Segment Start: Material for this exercise

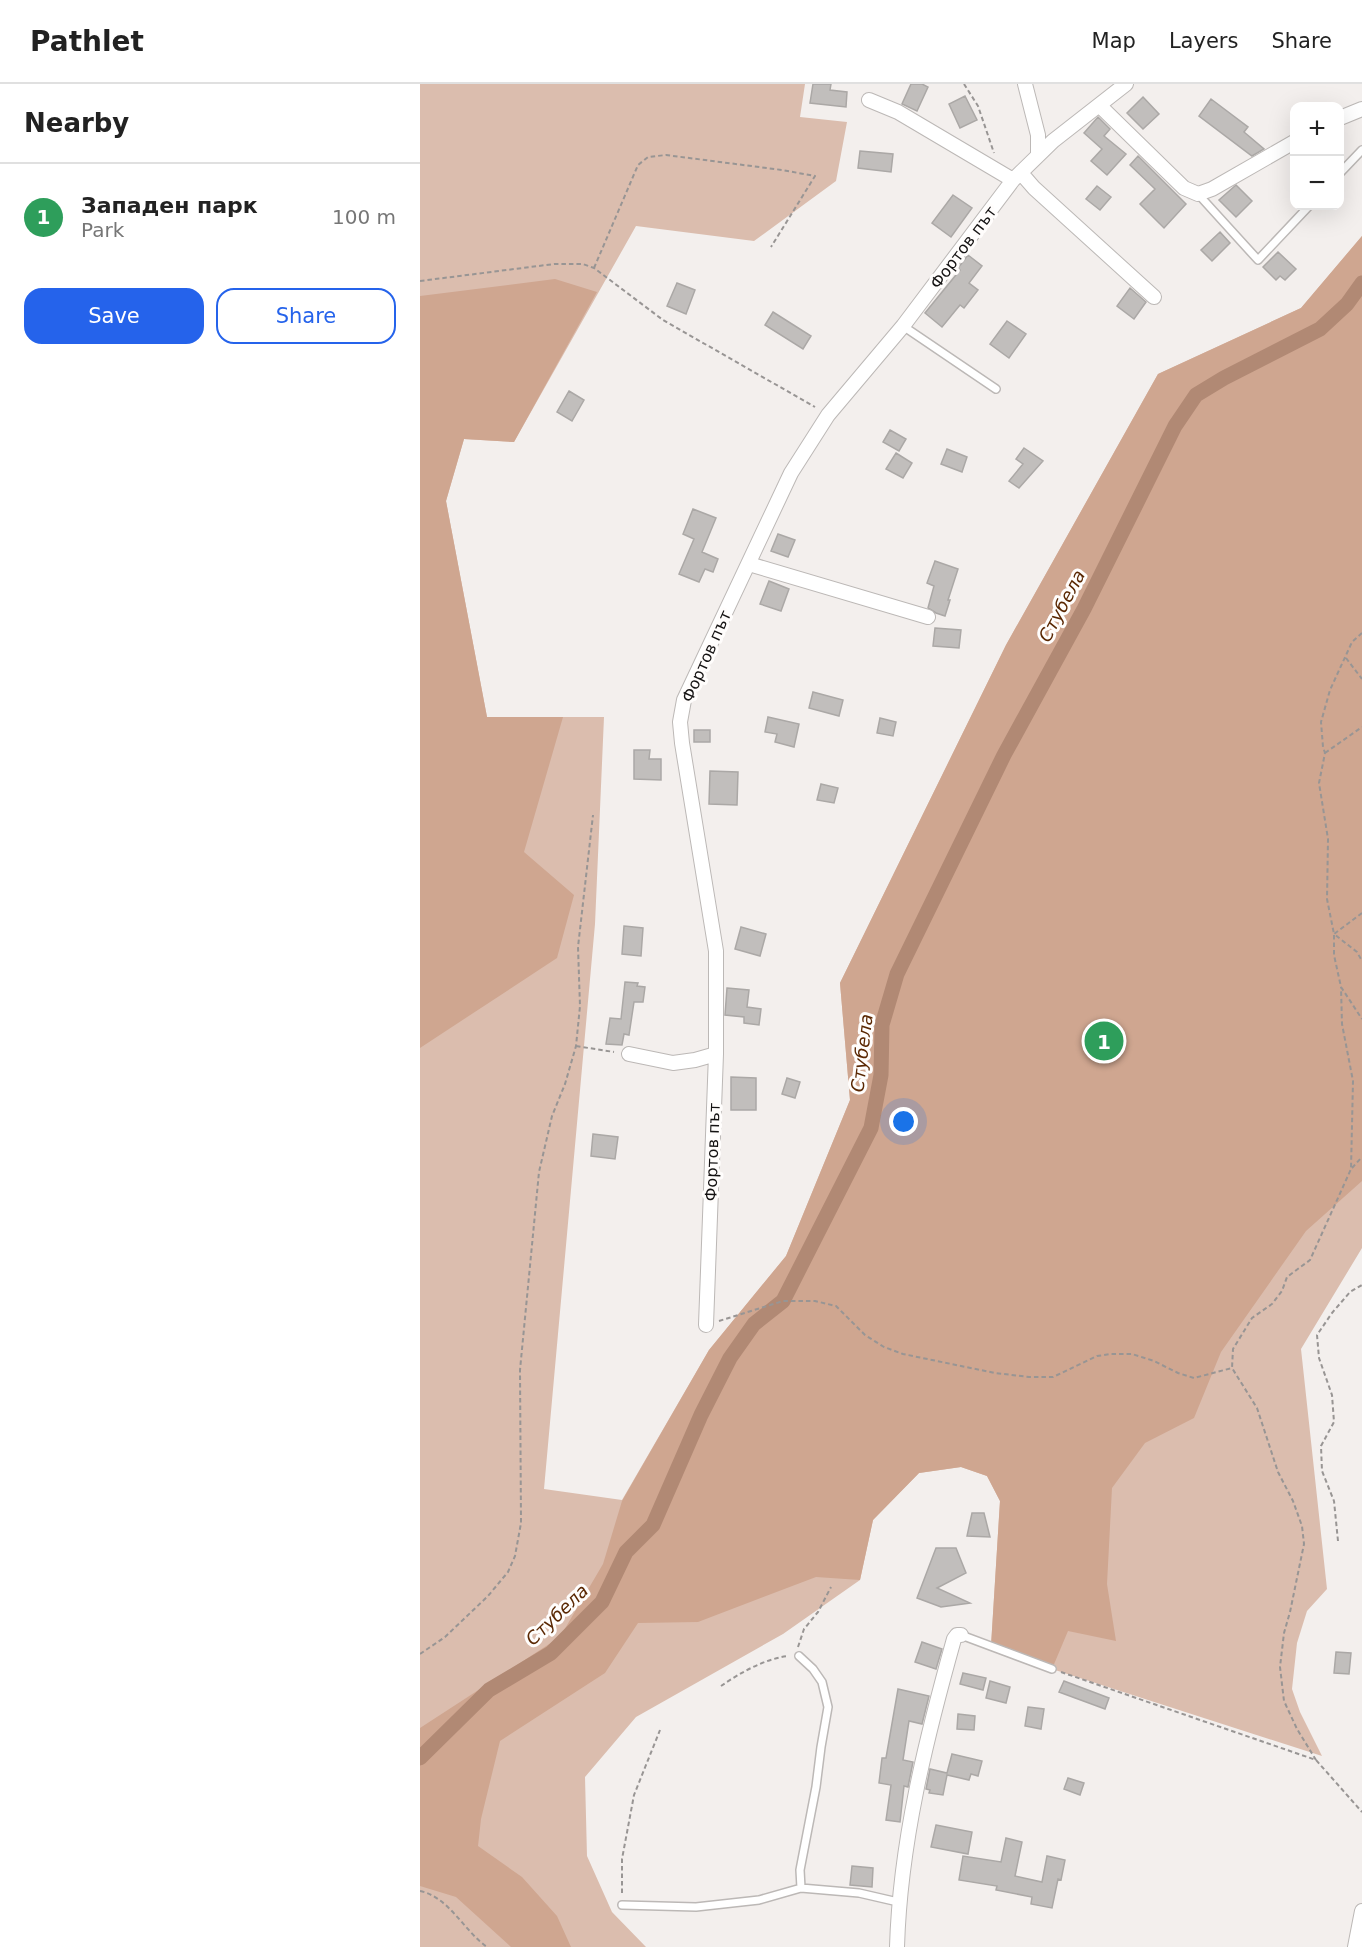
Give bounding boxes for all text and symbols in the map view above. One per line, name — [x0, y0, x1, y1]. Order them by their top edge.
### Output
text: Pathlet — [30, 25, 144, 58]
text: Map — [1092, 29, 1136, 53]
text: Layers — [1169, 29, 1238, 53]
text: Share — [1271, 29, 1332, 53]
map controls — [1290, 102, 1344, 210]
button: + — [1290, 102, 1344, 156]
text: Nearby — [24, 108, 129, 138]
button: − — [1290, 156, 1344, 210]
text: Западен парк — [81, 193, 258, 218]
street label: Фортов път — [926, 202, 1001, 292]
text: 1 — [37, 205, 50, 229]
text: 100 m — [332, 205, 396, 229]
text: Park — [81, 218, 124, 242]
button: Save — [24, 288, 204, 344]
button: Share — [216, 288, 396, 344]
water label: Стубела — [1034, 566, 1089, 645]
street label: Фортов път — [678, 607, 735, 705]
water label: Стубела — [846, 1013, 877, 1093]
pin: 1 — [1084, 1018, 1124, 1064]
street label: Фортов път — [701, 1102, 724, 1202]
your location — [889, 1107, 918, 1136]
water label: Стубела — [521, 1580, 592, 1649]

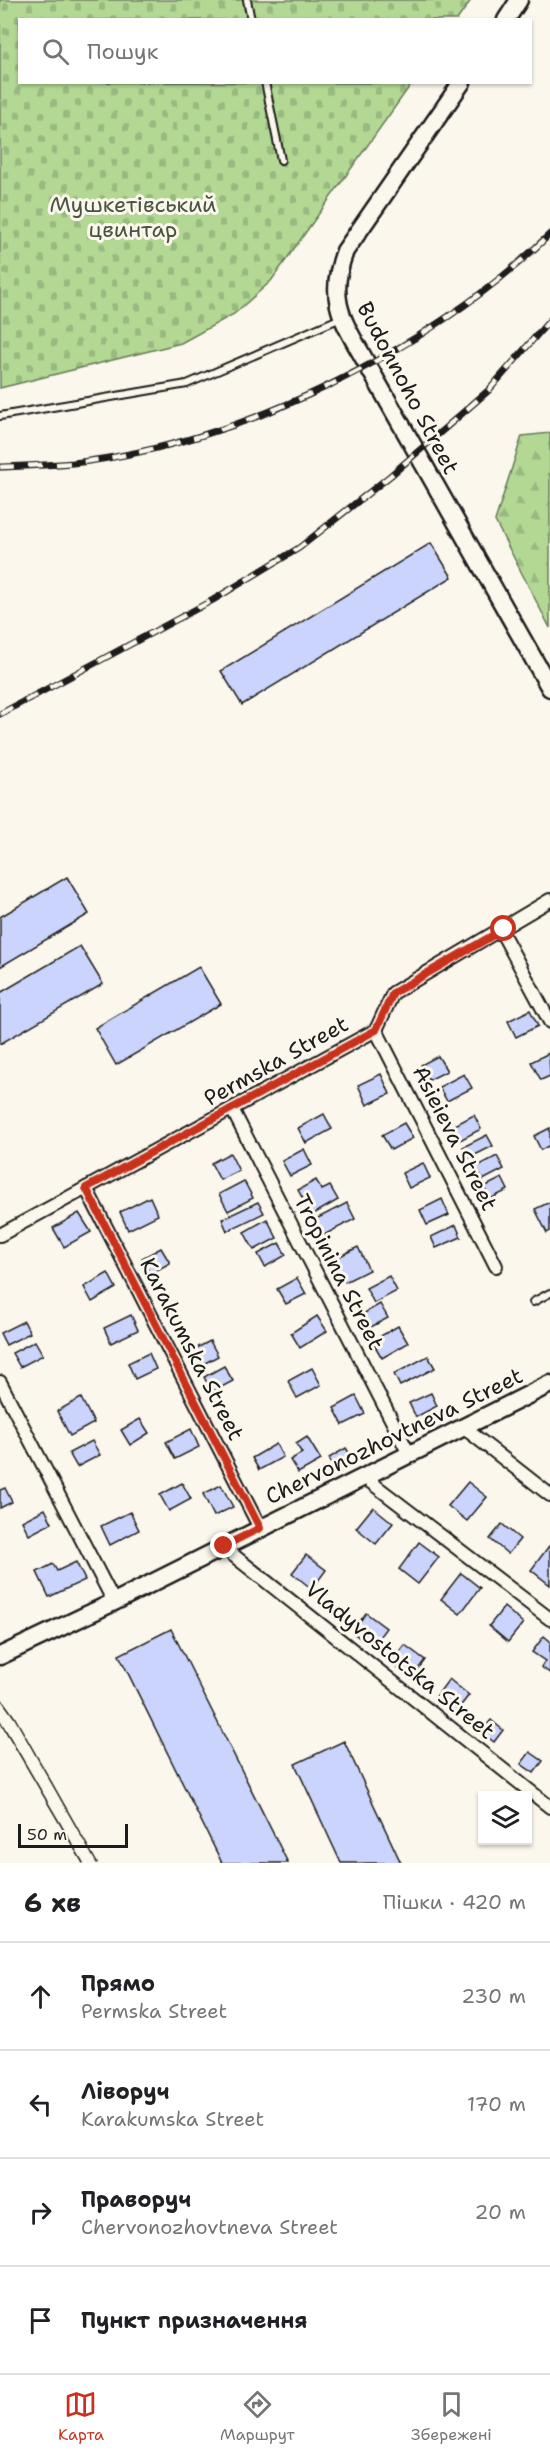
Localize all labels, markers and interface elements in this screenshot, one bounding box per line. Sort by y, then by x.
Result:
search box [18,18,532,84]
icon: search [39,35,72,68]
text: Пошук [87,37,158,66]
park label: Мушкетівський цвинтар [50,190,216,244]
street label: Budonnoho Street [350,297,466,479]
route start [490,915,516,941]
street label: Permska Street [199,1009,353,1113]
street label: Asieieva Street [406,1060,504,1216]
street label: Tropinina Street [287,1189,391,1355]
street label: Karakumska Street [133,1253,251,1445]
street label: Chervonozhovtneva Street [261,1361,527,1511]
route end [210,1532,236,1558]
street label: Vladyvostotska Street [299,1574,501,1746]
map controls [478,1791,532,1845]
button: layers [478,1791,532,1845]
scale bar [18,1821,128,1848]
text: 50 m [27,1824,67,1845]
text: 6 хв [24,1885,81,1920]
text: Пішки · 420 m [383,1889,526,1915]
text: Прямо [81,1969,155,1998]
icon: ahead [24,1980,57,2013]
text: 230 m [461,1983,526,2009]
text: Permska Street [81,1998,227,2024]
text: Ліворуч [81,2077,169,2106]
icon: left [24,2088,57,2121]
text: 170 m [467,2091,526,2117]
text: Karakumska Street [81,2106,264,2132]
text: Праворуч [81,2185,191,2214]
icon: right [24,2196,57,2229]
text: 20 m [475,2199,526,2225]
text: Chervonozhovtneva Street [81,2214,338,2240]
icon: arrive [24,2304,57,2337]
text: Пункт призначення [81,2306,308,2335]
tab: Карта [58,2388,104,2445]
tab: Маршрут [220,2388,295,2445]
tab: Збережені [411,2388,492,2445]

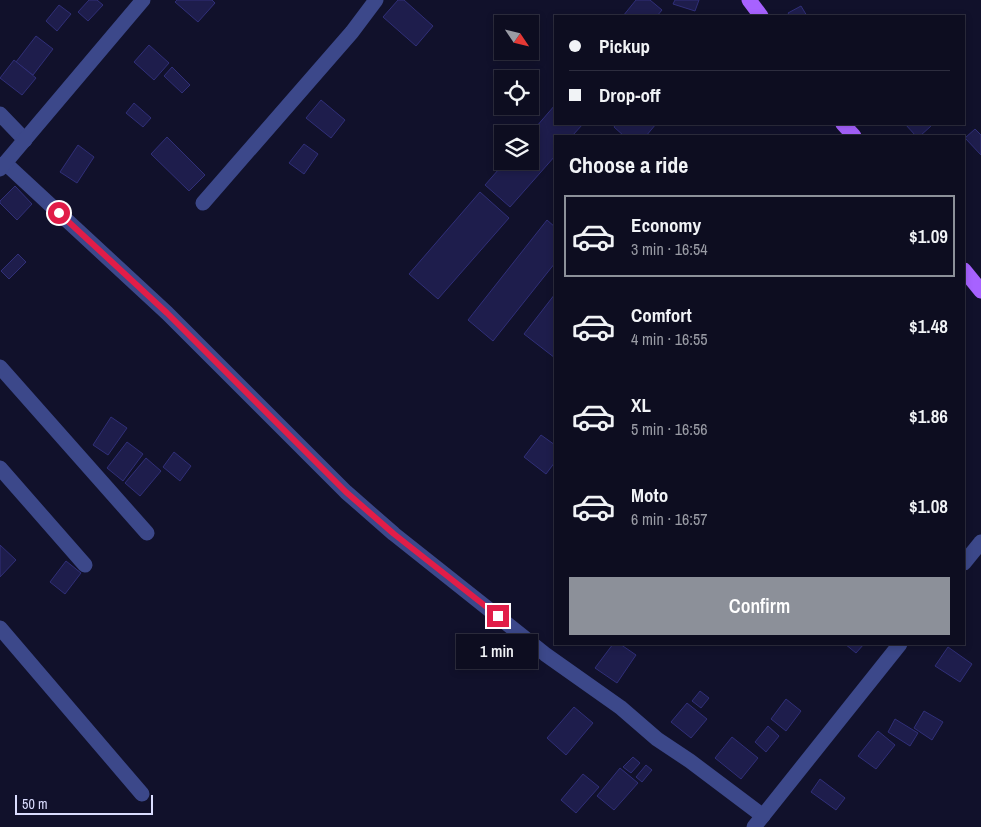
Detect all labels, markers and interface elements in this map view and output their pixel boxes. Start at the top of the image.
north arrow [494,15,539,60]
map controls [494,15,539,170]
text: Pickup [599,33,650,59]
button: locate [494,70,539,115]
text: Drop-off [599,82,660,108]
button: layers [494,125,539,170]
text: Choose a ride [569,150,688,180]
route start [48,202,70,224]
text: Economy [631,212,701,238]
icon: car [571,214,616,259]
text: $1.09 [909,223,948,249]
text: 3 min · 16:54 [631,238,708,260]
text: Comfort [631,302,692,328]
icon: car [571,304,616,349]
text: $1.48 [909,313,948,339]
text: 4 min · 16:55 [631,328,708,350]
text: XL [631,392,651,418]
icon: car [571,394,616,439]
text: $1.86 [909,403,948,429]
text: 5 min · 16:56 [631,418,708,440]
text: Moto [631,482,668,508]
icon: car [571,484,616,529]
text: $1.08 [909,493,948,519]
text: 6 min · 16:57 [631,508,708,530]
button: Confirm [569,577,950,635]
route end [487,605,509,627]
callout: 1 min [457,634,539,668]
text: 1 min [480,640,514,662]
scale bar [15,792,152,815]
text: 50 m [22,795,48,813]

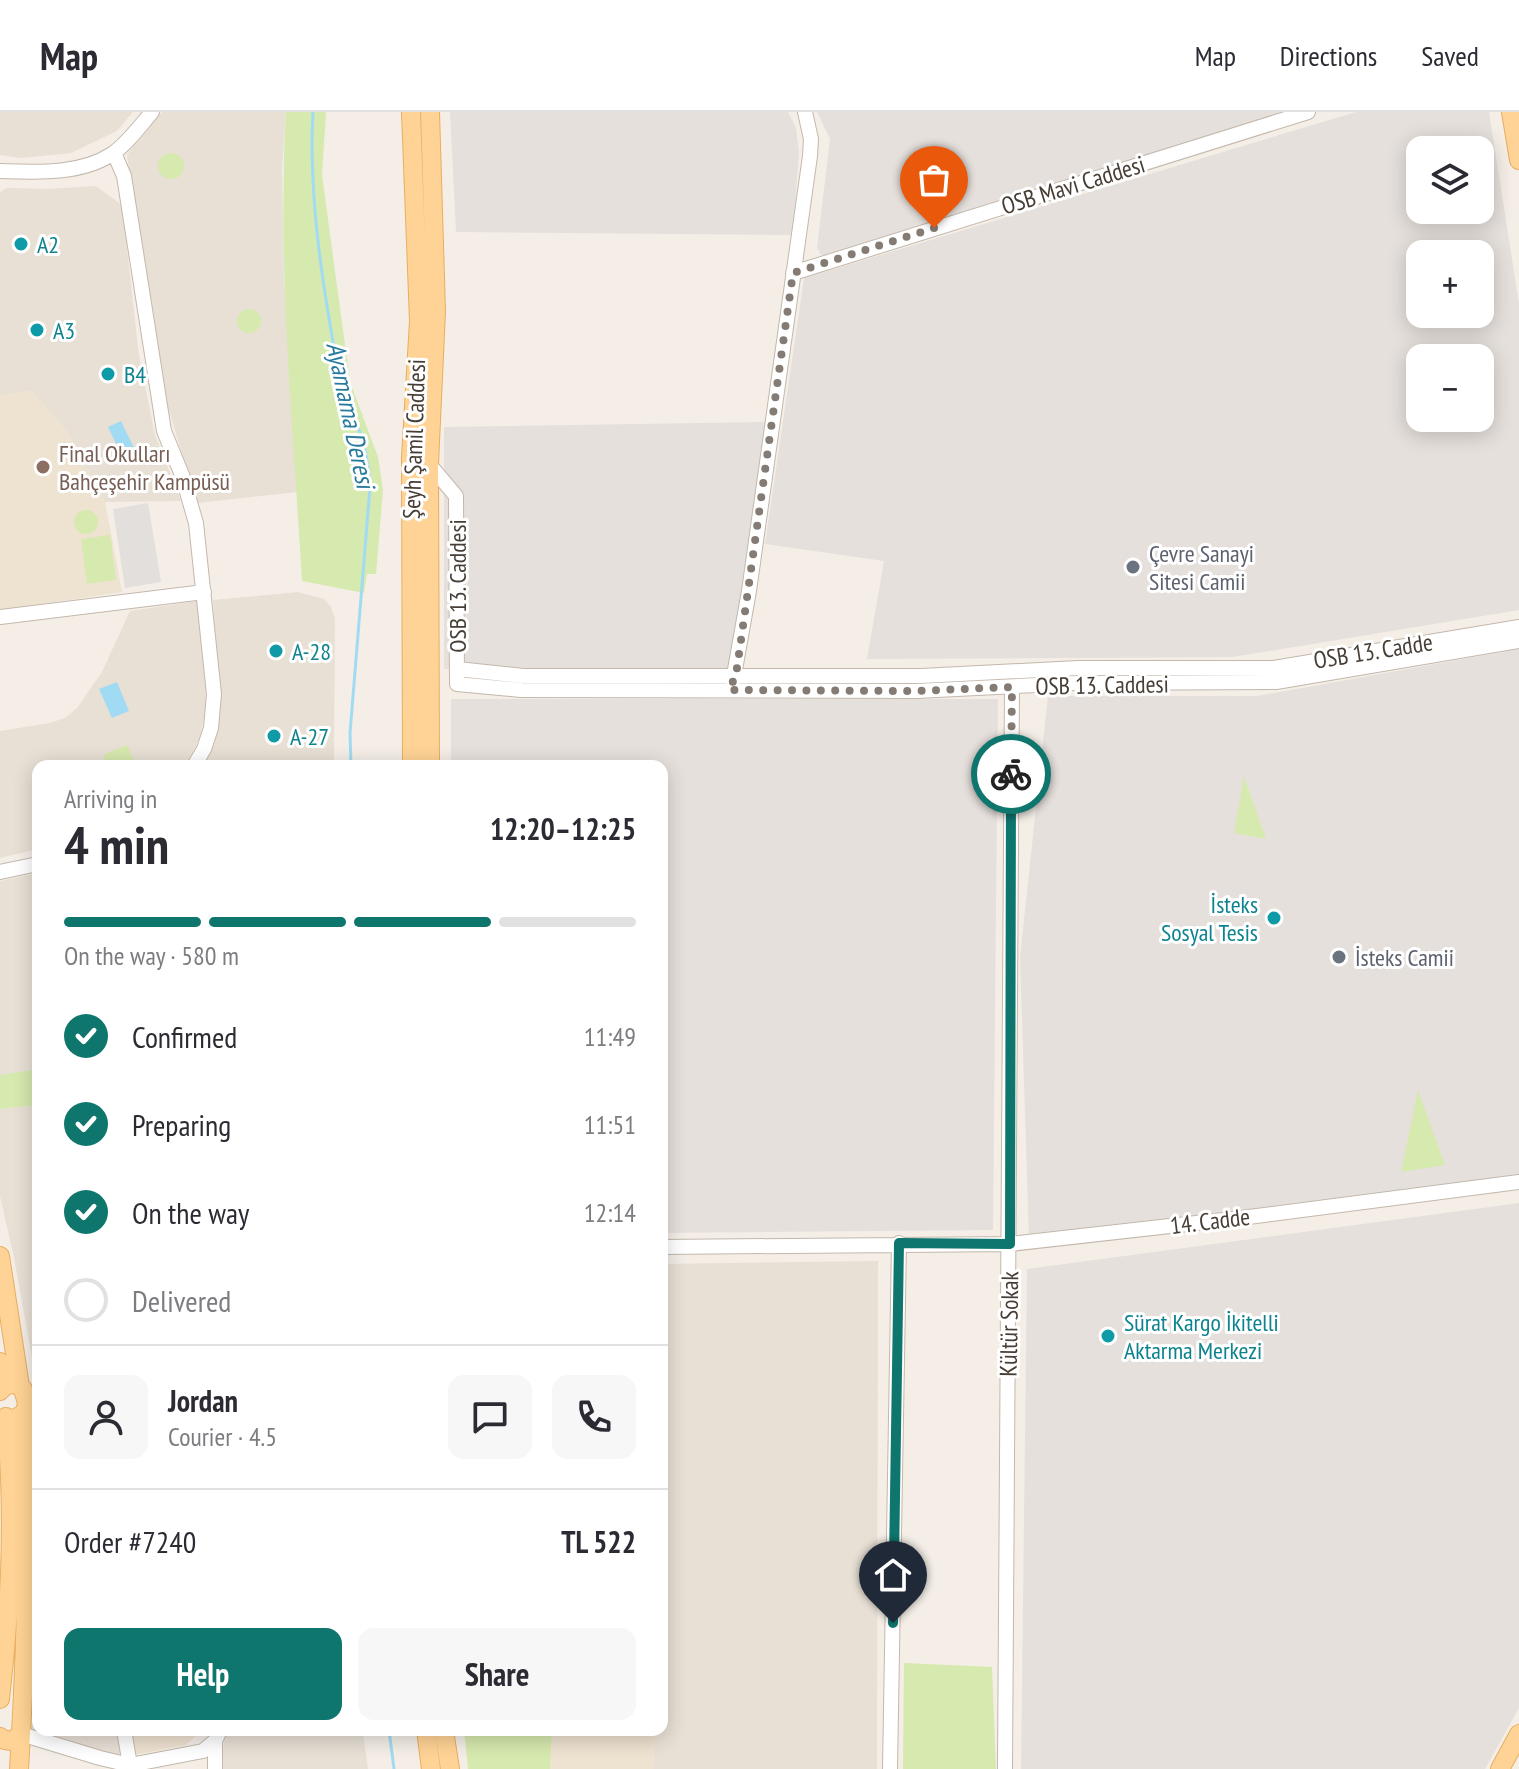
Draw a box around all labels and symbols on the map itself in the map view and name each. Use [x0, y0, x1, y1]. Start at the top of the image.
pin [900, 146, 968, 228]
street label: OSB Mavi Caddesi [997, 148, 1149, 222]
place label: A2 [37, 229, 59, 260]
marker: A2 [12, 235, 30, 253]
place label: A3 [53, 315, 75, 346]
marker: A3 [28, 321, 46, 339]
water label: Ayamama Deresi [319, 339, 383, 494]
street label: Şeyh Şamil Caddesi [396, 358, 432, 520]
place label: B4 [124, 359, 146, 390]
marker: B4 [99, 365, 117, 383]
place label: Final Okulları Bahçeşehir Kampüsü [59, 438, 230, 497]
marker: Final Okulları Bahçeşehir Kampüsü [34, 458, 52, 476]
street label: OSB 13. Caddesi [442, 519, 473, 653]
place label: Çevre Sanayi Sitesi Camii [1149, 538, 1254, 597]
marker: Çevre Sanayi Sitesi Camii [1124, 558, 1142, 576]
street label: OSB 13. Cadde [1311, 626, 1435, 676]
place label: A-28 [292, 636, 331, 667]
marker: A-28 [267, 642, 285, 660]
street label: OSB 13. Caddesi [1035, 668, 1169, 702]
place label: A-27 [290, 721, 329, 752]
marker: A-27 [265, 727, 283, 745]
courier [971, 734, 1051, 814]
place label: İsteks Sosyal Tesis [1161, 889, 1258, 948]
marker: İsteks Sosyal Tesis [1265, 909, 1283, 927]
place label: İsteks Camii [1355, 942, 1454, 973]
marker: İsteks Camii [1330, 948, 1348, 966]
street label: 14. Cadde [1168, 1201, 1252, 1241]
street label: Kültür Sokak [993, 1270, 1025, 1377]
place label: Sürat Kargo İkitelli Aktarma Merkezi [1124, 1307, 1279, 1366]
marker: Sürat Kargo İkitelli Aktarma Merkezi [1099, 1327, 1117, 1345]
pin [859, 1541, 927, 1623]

Segment End: Material for this exercise

The answer must be every line of the data that contains the word "icon".

* **Output**:
icon: search [39,35,72,68]
icon: ahead [24,1980,57,2013]
icon: left [24,2088,57,2121]
icon: right [24,2196,57,2229]
icon: arrive [24,2304,57,2337]
icon: car [571,214,616,259]
icon: car [571,304,616,349]
icon: car [571,394,616,439]
icon: car [571,484,616,529]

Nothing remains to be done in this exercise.